_Your assignment_. Look through the material below and copy every line containing the word "image".

_Exercise inputs_.
========================================================================
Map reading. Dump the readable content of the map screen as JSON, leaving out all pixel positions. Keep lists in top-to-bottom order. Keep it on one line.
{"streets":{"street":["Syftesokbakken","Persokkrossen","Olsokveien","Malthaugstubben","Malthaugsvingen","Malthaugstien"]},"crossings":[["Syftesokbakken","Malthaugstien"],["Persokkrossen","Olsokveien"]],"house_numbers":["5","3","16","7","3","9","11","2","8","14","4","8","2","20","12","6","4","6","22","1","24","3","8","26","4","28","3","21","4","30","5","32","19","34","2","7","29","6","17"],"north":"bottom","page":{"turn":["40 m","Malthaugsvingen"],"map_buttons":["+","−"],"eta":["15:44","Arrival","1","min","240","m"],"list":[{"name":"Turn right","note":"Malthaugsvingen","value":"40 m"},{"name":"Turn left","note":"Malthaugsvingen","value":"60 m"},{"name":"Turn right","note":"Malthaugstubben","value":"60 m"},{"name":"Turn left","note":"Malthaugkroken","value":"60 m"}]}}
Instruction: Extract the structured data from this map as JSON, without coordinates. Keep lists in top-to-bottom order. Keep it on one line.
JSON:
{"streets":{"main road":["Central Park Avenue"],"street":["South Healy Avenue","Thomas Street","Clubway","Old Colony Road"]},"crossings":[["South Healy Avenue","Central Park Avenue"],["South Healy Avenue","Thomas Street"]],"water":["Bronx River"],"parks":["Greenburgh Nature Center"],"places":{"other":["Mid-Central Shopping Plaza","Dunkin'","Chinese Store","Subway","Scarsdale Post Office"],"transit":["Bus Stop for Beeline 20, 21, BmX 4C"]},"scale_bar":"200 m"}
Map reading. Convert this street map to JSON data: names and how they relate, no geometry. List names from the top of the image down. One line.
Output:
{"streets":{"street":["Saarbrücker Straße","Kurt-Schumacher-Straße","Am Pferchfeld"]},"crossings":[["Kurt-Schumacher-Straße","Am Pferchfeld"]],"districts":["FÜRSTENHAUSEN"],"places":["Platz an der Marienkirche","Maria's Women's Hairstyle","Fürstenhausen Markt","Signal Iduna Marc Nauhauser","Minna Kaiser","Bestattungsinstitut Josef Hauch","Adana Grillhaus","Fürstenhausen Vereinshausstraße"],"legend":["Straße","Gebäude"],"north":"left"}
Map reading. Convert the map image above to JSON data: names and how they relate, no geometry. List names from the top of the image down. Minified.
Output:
========================================================================
_Answer to the problem_.
Map reading. Convert this street map to JSON data: names and how they relate, no geometry. List names from the top of the image down. One line.
Map reading. Convert the map image above to JSON data: names and how they relate, no geometry. List names from the top of the image down. Minified.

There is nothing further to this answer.